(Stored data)
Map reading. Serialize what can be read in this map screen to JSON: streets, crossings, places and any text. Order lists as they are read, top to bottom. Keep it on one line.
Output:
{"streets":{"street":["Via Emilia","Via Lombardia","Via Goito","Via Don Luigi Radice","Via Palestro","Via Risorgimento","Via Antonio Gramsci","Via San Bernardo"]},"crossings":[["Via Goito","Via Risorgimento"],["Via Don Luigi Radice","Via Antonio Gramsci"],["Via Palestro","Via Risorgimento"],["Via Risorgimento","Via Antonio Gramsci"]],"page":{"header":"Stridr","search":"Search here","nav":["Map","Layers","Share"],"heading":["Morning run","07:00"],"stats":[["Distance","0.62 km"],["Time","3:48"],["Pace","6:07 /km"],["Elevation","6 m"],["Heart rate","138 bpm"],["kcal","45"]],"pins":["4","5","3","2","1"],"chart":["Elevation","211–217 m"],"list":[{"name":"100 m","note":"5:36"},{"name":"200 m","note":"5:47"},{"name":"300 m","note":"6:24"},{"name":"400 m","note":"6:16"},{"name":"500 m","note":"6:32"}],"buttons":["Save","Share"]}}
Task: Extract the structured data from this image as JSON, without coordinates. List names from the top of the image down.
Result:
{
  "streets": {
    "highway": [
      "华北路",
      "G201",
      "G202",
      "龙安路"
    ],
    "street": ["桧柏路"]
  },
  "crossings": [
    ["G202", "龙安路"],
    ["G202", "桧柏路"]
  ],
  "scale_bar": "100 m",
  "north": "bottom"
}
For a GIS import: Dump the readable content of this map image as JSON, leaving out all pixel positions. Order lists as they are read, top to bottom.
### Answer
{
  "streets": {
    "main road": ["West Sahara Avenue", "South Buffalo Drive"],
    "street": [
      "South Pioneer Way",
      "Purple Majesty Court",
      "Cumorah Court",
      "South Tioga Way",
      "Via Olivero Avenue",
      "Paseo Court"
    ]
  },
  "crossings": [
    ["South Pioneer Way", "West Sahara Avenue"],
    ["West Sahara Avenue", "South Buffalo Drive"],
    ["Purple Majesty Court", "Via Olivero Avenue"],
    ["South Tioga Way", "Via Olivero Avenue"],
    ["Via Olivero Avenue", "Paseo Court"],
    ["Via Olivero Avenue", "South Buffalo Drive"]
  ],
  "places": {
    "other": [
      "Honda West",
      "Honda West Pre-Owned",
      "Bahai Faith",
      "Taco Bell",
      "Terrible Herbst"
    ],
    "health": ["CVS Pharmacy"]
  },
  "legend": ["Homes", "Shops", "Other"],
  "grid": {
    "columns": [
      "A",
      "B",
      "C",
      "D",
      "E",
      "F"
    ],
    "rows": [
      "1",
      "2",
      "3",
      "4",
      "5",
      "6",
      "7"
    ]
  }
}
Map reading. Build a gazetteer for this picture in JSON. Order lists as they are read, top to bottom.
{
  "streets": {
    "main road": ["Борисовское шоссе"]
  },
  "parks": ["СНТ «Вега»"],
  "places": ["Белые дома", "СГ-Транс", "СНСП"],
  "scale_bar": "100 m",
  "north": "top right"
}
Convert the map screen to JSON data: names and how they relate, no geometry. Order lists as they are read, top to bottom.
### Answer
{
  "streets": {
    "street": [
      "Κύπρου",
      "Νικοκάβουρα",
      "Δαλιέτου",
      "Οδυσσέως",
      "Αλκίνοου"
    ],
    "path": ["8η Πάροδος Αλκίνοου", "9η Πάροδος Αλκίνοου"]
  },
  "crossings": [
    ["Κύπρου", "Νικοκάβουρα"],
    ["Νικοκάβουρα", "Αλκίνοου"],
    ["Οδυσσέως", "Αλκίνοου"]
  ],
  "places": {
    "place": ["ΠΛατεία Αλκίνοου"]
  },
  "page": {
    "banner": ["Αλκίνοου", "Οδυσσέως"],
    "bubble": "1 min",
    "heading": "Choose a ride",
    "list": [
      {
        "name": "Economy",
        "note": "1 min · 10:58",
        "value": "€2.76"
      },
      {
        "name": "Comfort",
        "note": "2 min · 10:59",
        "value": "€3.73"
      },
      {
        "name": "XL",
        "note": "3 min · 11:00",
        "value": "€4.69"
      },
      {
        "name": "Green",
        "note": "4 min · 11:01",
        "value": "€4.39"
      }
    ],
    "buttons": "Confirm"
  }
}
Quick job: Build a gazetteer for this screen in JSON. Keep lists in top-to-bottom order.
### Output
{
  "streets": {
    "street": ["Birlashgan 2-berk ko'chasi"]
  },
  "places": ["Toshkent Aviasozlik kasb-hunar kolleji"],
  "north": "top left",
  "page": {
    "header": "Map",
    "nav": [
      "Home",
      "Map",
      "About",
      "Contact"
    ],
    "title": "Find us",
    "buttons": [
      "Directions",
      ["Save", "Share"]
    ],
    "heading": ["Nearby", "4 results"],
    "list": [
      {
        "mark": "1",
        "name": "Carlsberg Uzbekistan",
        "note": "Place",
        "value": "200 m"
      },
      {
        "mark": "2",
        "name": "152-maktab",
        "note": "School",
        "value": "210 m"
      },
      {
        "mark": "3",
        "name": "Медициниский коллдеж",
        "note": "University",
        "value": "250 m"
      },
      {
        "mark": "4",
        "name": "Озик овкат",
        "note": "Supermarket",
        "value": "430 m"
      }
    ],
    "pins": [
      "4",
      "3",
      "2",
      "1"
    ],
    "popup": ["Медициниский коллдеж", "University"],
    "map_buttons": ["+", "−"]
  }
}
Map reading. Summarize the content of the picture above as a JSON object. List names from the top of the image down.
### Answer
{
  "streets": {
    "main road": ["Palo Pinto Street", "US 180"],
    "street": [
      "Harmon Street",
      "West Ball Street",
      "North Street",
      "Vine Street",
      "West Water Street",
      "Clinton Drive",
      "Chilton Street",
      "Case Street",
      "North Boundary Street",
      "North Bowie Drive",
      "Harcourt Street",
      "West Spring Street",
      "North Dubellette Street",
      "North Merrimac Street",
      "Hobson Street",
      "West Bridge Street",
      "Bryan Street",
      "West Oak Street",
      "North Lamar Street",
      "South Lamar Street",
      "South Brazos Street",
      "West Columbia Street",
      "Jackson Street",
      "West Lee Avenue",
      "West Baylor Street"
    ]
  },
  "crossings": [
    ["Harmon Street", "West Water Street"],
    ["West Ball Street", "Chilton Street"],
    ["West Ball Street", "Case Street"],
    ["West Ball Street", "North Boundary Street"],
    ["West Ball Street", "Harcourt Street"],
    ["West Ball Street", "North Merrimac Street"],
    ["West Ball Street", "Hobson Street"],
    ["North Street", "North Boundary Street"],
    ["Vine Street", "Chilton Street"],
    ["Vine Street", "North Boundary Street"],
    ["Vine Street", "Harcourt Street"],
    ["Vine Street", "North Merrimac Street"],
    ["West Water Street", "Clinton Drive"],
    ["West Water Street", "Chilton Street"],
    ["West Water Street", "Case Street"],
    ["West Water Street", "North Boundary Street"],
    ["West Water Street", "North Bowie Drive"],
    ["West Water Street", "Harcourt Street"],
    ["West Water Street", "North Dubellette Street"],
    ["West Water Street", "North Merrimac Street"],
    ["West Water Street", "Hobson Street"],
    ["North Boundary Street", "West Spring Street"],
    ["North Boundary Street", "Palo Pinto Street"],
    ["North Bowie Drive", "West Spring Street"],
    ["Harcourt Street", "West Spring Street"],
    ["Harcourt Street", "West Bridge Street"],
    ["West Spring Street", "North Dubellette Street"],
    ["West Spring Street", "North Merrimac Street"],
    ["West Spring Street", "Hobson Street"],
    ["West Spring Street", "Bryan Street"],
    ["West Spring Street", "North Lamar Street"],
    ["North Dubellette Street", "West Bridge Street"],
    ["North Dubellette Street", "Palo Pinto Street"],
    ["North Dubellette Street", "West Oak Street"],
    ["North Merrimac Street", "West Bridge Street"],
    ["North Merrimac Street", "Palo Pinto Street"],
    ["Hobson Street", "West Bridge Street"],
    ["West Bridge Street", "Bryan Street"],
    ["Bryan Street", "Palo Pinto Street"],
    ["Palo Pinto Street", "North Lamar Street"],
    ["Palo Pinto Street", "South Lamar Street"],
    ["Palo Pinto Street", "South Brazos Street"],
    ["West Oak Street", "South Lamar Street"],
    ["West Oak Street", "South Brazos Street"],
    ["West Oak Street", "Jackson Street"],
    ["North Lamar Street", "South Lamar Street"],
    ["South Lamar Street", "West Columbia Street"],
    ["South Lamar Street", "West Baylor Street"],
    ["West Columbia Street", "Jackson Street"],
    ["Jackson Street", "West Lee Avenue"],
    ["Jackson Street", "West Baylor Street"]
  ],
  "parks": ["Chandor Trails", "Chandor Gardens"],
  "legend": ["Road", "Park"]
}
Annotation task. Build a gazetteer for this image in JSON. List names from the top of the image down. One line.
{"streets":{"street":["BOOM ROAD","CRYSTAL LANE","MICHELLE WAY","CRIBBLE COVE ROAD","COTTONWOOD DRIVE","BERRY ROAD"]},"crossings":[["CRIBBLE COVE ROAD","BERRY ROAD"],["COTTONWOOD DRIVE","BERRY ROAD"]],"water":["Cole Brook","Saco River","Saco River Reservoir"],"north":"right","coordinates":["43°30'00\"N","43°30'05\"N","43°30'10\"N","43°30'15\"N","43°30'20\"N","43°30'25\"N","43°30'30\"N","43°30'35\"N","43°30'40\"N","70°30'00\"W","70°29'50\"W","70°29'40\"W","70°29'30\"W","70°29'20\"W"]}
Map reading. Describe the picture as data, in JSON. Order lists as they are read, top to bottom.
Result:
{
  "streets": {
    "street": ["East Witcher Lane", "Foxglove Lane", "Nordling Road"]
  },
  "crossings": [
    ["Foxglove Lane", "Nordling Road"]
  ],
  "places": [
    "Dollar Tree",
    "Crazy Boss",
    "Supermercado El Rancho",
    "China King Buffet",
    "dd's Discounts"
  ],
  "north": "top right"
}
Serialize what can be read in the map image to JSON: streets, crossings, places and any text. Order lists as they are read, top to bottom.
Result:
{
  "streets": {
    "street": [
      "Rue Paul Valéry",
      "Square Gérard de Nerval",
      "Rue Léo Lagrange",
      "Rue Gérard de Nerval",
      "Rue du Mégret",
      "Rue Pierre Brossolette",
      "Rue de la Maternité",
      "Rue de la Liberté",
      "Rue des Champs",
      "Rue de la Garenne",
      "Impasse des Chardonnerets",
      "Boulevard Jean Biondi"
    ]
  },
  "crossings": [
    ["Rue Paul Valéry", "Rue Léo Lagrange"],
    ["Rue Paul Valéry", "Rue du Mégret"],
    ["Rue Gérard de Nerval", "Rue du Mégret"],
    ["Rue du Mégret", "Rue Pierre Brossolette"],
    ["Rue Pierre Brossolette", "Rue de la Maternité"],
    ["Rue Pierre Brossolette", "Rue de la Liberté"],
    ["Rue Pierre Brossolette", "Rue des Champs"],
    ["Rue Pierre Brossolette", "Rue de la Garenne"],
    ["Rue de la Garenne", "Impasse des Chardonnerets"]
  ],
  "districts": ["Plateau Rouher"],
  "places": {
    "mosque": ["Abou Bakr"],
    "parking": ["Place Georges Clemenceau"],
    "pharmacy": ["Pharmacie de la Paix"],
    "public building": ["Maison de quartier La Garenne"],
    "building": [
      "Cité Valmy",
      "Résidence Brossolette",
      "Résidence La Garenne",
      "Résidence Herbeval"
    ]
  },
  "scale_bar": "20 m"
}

▶ _EXERCISE INSTRUCTIONS_: Return the number of lines in the data above that include the word "JSON", and nothing else.

▶ _PROBLEM SOLUTION_: 10